Honey Fingers is doing it a little differently until the world returns to normal. Honey can be posted nationally or delivered (Melbourne based) and his zines are also available to purchase via his website. The Honey Fingers instagram is also a beautiful way of getting lost in learning about bees or seeing Nic's seriously amazing art sculptures collaborated on with his honey bees. And of course, reading his poetry musings.
And a bit about your art?
I never studied art. I discovered I loved painting during my Textile Design course at RMIT 3yrs ago. My creative practice is how I began trying to combat my depression. I was told to exercise or seek therapy but I didn't find any of it helped. Beekeeping was the first time I began to feel happy again after a long period of dark years and I found myself daydreaming of colours and lines often.. So whenever I got home from work or couldn't go out beekeeping with Nic, I needed something to pour myself into.
I would sit in bed and paint. I would sometimes be proud of my work and post on my Instagram. And then some lovely friends started asking me to paint them something for their homes. It was a surreal moment in my world. I was feeling better within myself mentally. Art was actually making it possible to have the courage to leave the house. It's amazing what confidence can do for someone who suffers from depression.

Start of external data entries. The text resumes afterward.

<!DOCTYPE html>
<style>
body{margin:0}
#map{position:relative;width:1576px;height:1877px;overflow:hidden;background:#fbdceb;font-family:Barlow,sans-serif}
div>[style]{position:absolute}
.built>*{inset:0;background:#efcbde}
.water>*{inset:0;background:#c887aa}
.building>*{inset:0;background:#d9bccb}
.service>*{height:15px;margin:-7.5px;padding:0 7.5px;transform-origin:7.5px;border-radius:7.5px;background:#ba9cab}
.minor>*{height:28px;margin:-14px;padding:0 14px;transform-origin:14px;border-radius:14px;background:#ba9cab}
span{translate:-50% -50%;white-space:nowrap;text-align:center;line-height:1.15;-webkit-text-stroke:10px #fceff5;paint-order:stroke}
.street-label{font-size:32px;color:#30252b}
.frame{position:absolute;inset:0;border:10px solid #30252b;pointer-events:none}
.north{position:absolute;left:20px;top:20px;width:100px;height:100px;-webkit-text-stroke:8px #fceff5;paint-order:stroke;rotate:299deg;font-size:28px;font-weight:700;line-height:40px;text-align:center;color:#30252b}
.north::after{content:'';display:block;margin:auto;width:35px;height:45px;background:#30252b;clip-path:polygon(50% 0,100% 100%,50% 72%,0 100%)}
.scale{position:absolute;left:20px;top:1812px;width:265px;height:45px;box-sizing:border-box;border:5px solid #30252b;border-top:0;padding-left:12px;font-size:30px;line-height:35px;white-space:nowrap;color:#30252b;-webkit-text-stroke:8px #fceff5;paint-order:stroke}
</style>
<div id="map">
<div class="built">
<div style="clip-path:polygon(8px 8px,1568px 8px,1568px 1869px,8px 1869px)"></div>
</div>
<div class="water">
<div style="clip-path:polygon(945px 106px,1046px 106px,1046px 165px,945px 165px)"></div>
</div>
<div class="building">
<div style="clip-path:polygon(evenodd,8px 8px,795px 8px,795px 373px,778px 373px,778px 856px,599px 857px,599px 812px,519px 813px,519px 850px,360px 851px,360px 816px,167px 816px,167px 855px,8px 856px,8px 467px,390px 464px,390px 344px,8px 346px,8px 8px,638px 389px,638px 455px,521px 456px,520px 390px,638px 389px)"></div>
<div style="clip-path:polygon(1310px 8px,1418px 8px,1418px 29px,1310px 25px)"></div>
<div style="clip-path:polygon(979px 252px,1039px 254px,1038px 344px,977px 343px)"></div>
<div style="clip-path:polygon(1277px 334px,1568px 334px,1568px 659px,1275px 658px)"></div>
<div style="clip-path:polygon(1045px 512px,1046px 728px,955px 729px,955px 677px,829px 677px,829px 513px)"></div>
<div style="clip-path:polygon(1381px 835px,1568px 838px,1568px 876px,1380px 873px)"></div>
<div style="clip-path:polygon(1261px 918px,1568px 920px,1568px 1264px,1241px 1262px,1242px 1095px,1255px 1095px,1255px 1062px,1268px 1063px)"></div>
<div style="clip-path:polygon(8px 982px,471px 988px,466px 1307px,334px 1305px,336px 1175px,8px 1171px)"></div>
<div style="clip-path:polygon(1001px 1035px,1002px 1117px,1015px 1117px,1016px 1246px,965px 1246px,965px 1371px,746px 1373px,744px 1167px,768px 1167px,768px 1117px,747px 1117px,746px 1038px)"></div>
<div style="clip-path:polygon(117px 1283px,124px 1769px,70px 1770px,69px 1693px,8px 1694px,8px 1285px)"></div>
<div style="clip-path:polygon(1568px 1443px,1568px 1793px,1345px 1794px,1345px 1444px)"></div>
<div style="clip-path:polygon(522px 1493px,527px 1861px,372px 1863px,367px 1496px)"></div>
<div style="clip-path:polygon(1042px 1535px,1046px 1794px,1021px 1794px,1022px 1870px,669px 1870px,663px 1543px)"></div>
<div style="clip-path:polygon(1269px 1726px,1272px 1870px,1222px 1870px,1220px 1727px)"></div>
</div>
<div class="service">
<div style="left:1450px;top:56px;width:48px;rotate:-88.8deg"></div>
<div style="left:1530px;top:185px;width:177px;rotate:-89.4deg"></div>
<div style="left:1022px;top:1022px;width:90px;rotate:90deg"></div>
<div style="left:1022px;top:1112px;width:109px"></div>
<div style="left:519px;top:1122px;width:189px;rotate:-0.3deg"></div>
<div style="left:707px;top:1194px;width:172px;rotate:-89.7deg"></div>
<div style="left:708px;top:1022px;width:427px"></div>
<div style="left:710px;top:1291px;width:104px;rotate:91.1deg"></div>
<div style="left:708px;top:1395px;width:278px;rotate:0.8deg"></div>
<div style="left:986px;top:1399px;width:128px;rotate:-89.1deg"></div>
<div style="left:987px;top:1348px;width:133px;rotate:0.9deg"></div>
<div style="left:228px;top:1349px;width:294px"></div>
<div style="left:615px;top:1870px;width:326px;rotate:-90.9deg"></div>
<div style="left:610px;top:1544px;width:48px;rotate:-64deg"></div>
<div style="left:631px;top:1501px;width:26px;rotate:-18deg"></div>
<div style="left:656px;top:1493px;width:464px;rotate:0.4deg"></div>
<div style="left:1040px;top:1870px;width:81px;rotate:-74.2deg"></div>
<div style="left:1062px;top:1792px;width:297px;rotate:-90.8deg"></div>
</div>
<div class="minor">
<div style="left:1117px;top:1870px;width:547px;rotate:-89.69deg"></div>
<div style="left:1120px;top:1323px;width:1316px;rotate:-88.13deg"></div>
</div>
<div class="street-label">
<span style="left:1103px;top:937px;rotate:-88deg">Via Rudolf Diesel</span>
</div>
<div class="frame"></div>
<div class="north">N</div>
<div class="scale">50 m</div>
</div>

And it's even more amazing that, along with my best friends support, I wanted to share my art with my followers on social media.
As a small human, I always wanted my home filled with art. And now I can fill my home with my own art. I create for myself. That's what my best friends and mama have always told me. Whenever I create something that I didn't really want to, I'll paint over it. That's why most of my canvases have a thousand layers of paint, or dried flowers, under the finished piece.
About a year ago, a friend told me to join her ceramics course on a Tuesday evening. It was fun, relaxed and a community class so I wouldn't feel pressured or anxious. I went and I loved it. I began making plates and vases, the usual. Then I started playing around with the clay. I can't do perfectly perfect pieces. I would feel sad trying to make them so. My plates were wonky.
I was constantly daydreaming of chess and playing with my grandfather when I was little. He was my favourite person in the world. Black and white checkers swirling in my brain daily. I made my first big piece. A wonky, slanting bowl... I had to paint it in black and white checks. I was so nervous when I went to pick it up from the kiln. But it turned out, perfectly imperfect. I was so proud and happy with my little bowl. I of course, had to shout it from the proverbial mountain top - IG. I was blown away when friends sought to commission one from me. My chess dreams were being loved by friends and strangers. Its pretty mind bottling...
So during this uncertain COVID-19 era of weird, I'm able to make my bowls and paint my paintings from the floor of my bedroom.. with my cats in my lap. And doing my best to support my friends and local businesses where I can because I can't even begin to elaborate how much it meant to me that people wanted to support my work by commissioning my ceramics. It means so much.